Director:  Dennis Dugan
Actors:  Adam Sandler, Kevin James, Jessica Biel, Dan Aykroyd, Ving Rhames, Steve Buscemi, Nicholas Turturro, Allen Covert, and Rachel Dratch

Are you fresh out of homosexual propaganda?  Have you forgotten some of your gay terms or become insensitive to the benefits of embracing homosexuality as an equal alternative to heterosexual marriage

If so, I Now Pronounce You Chuck and Larry will replenish your gray matter with everything the Left wants you to know about loving the world of sodomy.
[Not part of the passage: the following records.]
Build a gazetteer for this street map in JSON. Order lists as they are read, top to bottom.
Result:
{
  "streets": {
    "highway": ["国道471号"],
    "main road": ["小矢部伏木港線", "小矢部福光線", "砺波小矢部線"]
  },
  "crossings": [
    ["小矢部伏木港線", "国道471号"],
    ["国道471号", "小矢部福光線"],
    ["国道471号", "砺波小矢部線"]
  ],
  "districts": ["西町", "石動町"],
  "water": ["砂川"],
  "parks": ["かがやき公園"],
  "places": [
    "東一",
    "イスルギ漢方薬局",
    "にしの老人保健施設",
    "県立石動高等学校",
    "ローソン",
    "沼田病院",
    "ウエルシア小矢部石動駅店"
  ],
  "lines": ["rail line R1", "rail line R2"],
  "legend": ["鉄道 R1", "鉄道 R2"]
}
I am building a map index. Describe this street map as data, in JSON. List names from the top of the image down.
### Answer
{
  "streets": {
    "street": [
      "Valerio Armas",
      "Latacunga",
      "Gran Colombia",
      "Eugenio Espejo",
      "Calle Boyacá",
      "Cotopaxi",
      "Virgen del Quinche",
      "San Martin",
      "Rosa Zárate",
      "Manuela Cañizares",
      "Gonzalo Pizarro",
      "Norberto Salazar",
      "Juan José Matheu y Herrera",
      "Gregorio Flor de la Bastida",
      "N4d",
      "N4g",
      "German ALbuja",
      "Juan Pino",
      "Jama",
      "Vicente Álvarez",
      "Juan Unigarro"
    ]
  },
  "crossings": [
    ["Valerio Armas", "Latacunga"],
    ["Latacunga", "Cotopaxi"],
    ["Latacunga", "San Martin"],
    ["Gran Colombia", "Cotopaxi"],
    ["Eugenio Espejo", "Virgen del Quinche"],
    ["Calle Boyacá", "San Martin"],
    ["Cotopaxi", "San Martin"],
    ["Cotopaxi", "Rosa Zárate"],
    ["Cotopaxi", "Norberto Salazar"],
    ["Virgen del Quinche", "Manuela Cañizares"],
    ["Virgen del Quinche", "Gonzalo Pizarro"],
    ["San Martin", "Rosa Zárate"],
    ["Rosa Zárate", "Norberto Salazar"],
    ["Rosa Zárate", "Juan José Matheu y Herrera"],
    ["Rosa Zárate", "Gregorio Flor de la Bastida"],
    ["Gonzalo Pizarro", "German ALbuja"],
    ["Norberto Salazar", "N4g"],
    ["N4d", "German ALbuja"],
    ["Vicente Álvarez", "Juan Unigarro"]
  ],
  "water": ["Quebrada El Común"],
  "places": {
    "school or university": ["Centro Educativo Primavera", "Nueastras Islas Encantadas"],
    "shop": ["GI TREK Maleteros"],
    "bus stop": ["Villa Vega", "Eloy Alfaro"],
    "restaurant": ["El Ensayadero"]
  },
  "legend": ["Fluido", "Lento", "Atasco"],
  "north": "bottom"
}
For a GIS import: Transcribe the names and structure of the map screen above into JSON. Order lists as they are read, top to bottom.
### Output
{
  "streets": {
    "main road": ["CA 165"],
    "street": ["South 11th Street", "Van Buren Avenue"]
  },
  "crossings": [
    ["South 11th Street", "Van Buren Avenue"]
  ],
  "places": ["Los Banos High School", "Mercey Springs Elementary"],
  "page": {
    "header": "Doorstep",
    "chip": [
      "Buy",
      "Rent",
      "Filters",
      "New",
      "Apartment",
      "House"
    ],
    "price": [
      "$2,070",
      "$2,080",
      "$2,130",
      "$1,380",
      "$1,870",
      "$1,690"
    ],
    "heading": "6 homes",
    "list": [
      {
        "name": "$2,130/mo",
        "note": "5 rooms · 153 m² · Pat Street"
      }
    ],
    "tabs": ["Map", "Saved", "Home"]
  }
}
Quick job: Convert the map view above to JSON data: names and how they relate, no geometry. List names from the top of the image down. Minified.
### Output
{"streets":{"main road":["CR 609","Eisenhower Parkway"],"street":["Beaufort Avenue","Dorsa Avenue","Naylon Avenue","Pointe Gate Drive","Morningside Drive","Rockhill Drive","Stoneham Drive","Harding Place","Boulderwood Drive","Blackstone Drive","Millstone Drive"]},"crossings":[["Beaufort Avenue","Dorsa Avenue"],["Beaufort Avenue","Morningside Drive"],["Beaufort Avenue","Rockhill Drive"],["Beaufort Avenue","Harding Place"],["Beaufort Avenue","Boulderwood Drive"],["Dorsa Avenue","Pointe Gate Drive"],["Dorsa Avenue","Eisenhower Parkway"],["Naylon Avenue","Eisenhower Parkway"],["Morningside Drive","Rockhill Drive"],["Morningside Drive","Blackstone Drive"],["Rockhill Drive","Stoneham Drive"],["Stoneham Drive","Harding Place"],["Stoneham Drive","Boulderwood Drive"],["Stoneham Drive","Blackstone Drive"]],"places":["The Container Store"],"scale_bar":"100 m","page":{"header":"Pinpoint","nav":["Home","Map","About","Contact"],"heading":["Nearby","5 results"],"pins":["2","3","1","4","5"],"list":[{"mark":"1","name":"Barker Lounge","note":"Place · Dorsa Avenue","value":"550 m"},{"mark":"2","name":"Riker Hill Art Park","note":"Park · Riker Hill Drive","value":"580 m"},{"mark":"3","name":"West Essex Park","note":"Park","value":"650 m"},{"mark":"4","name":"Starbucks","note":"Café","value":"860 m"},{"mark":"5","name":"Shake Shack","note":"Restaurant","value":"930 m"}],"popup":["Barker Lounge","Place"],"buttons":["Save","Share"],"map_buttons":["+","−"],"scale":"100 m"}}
Under the guise of comedy (and there are some funny lines), Universal Pictures and Director Dennis Dugan are now bringing audiences two hours and twenty minutes’ worth of gay party-line preaching.

Like similar movies such as My Best Friend’s Wedding, Boat Trip, and Brokeback Mountain, I Now Pronounce You . . . features popular, credible, often handsome, mostly heterosexual stars to pipe in the filmmakers’ message and attempt to legitimize homosexual practices with mainstream America. 

Fireman Larry Valentine (Kevin James) is desperate to find a way to have his medical and death benefits go to someone he trusts, so that his children will be taken care of should he die.  As Larry’s wife has been dead for three years, and as he’s having a terrible time getting paperwork filed in New York, someone suggests that a quick way to make everything happen is to get married.

Since there are no women in his life, Larry turns to his best friend, firefighter and kinky womanizer Chuck Levine (Adam Sandler), who owes him a favor since Larry saved his life in a fire. Reluctantly, Chuck agrees to feign a domestic partnership, and the two move in together and pretend—before all the right parties—that they’re gay.  Well, that isn’t enough for the weasely inspector Clinton Fitzer (Steve Buscemi), whose scrutiny of the couple’s trash doesn’t look gay enough.  So, at the encouragement of their beautiful lawyer, Alex McDonough (Jessica Biel), Chuck and Larry decide to make it official by getting married.

They find a sleazy place in Las Vegas and have a Jewish-gay wedding ceremony, witnessed by a homeless man (Blake Clark) who happens to be an expert Hebraic dancer, and then they go back to life as usual at the fire station.  The problem is, the guys at the station have caught wind of their buddy’s new relationship, and they back away from the guys quickly.  They’re even afraid to pick up their soap in the shower.  Only the fire chief, Captain Tucker (Dan Aykroyd) sees through the charade and has to make a decision about whether or not to blow the whistle.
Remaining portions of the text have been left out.